The Movie is Here  in Thunder Bay. Don't Miss it.
Indian Horse, the movie based on the book by Richard Wagamese

Wednesday, February 25, 2009

A Community Changes

Ma-nee Chacaby is a Native elder and teacher. Here she reminisces about the time her community encountered white culture.

I will write about my community, where I grew up in the bush.

Once upon a time, when I was young and beautiful, I lived with my kokum. Her name was Tannie Chacaby. She raised me. Her teachings are the reason I became the woman I am today. I miss her sometimes because I have nobody like her in my life.

She was a big part of the community. People would come from faraway places to meet my kokum. She had many talents and was a very good story teller. She was a wise old woman.

She would have gatherings once a month to talk to the community about her visions of our people’s future. She would say, "something is happening. Big changes are coming to our community. You people have to be prepared. Be ready to have people come from faraway places. They will demand things from us. We have to say no if we want to survive and protect our children. People will want our children. I see things that will hurt our community and we have to be strong and work together."

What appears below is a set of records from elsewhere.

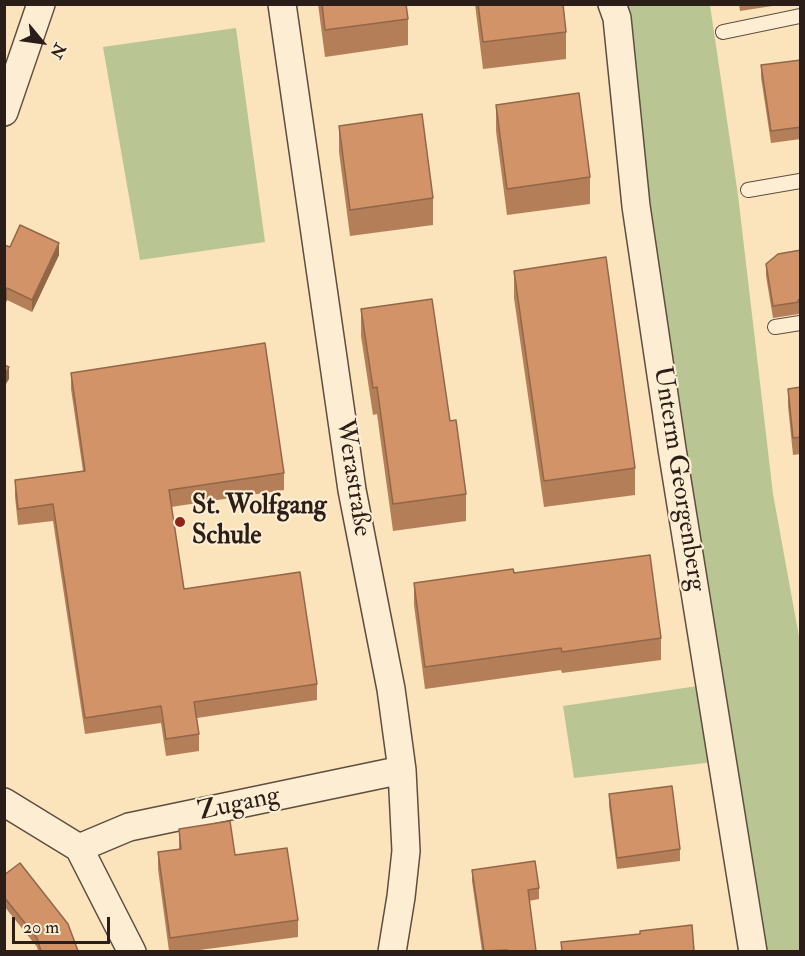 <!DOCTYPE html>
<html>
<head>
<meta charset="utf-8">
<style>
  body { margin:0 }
  #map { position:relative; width:805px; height:956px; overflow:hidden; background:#fbe3bc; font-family:"IM FELL Double Pica",serif }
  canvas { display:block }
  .frame { position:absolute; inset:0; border:6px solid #2b1d17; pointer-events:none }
  .north { position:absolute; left:12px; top:12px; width:60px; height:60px; -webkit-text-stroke:4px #fcedd3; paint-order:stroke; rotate:119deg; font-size:16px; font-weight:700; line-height:24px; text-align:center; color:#2b1d17 }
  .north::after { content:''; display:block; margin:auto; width:21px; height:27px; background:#2b1d17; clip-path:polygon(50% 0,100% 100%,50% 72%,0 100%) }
  .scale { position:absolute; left:12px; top:917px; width:98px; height:27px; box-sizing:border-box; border:3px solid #2b1d17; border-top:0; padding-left:8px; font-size:18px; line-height:21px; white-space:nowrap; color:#2b1d17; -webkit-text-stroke:4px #fcedd3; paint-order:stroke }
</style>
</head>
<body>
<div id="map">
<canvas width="805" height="956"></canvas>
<div class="frame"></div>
<div class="north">N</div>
<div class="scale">20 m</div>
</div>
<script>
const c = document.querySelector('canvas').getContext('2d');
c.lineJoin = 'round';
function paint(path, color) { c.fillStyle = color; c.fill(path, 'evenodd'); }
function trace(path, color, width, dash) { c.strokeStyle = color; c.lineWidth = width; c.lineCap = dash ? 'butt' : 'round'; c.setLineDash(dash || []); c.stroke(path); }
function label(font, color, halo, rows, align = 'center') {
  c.font = font + ' "IM FELL Double Pica",serif'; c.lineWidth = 4.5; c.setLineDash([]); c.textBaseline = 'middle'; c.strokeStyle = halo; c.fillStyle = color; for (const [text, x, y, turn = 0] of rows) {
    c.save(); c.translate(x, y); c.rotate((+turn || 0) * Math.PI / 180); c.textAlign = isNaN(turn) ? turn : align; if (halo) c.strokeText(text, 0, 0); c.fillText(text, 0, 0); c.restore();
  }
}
paint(new Path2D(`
  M612 5H710L738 195 773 494 800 642V951H753L723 761 574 778 563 706 711 684Z
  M236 28 265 242 140 260 103 47Z`), '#bac594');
const lane = new Path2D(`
  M723 32 800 16
  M748 190 800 181
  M775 327 800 323`);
const street = new Path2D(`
  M282 4 352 490 391 689 402 770 406 851 401 897 392 952
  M612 4 617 18 636 206 672 449 753 952
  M4 112 41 4
  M4 802 79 848 132 952
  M79 848 129 827 402 770`);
trace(lane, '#5f4e40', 16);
trace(street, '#5f4e40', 30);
trace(lane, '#fcedd3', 14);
trace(street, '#fcedd3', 27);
paint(new Path2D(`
  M318 4H406L408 19V45L325 57Z
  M475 4H563L566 32V59L483 69Z
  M739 4H785L740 11Z
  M801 60V139L771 143 761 77V65Z
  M496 105 590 177V204L507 215 496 131Z
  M339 126 433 198V225L350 236 339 152Z
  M4 245 10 247 59 255 32 312 7 300 4 306Z
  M801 250V312H799V314L773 318 766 276V264Z
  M514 271 635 468V495L544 507 514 298Z
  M361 309 450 421 466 494V521L393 531 377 414 373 415 361 336Z
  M71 373 284 473V490L171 507 184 589 317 684V700L197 718 199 734V751L166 756 161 723 85 734 53 521 18 525 15 497V480L83 471 71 389Z
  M801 387V454L793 455 788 406V389Z
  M514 573 661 638V660L562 673 561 670 425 689 414 605V583Z
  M609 794 680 849V861L617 869 609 806Z
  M179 829 235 855 298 920V937L192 951H169L158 869V852L179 849Z
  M472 870 539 888V899L529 901 536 951H482L472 881Z
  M4 875 78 951H38L37 947 4 906Z`), '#b47e59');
paint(new Path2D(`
  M59 243V255L32 312V300Z
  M7 288V300L4 306V294Z
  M9 367V379L4 387V376Z`), '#926748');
const building = new Path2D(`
  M322 4H406L408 19 325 30Z
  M478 4H563L566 32 483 42Z
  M801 60V127L771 131 761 65Z
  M579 93 590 177 507 189 496 105Z
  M422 114 433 198 350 210 339 126Z
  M20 225 59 243 32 300 7 288 4 294V245L10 247Z
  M801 250V300H798L799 302 773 306 766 264 778 254Z
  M606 257 635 468 544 481 514 271Z
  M432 299 450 421 456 420 466 494 393 504 377 387 373 388 361 309Z
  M265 343 284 473 169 490 184 589 300 572 317 684 194 702 199 734 166 739 161 706 85 718 53 504 18 509 15 480 85 471 71 373Z
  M4 365 9 367 4 376Z
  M801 387V437L793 438 788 389Z
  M650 555 661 638 562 652 561 648 425 667 414 583 513 569 514 573Z
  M672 786 680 849 617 858 609 794Z
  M230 821 235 855 287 848 298 920 170 938 158 852 181 849 179 829Z
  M535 861 539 888 528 890 536 951H507V950L484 951 472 870Z
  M20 863 68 924 78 951H41L37 938 4 897V875Z
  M692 925 694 951H562L561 942 640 934V931Z`);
paint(building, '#d19367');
trace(building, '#926748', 1.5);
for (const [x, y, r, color] of [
  [180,522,6,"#8f2418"]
]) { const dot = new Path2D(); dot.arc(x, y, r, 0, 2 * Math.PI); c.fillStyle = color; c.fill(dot); trace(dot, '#fcedd3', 2); }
label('26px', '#2b1d17', '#fcedd3', [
  ["Werastraße",352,478,81],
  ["Unterm Georgenberg",678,479,81],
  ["Zugang",239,805,-12]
]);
label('bold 26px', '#2b1d17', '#fcedd3', [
  ["St. Wolfgang",192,507],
  ["Schule",192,537]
], 'left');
</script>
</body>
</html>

But some people said, “aweeee, she is just getting too old. She does not know what she’s talking about.” They would laugh and would say, "the old woman will say things to protect the scrawny little child she’s raising."

I would sit and watch people put my kokum down. I thought when I get older I will protect my kokum.

One summer, sometimes after Kokum told everyone what was going to happen, people started to arrive from that big black beast, the train. The train was as black as black could be. Men with funny hats and some women with funny dresses and funny hats got off the the black beast. I remember one man with two big giant dogs, the first time I ever saw dogs bigger than any dogs in our community.

Things were coming off the train. Big machinery would take stuff off the train, then get it on those ugly big-arm things. Those were bulldozers. They were here to take the forest down, so I heard. People were talking about big money happening. Some people got boxes of wine, beer, liquor, you name it. Our community was getting rich.

People in our community were happy talking about big money. I never knew what money was. I asked my kokum what money was. She said, "it’s a paper that drives people crazy and make them do crazy things. Sure they buy food but there is other stuff that makes them crazy when they have paper money and buy those boxes off that train." I tried to figure how I could help the community and stop them from buying boxes of that crazy stuff.

The community was going crazy leaving their children behind with no baby sitter and just going crazy. There were so many people not far away from our community. We could hear things going on in the bushes so I decided to go check things out. I was little but big enough to get around. People were cutting the trees. Piles and piles of tree limbs just being tossed off to one side and some men were piling logs.

I went back home. I told my kokum what I saw. She had tears in her eyes rolling down. She tried talking to the community but they were already acting very crazy. Some people would listen but nobody was serious, just happy to make money and buy those crazy boxes that made them go crazy. My kokum said, “I really don’t want to live much longer as I feel my time will come soon and I have to leave the community. You have to be strong. You are a special person. Don’t ever forget that. "

And that season when the leaves were falling, my kokum called me to come to her. She needed to talk. She said she was leaving to go somewhere to try be with her spiritual advisor. She needed to be somewhere quiet where she would make her life lighter. She would be back before white flakes came down. “This is the time for me be gone while the leaves are falling. You can gather them and pile them beside the wall. The community will need then for the homes that are not ready for white flakes.”

I just did what I was told. I had a rough life after. People were mean but I managed to survive. The community was getting bigger. People from Faraway places were here to stay.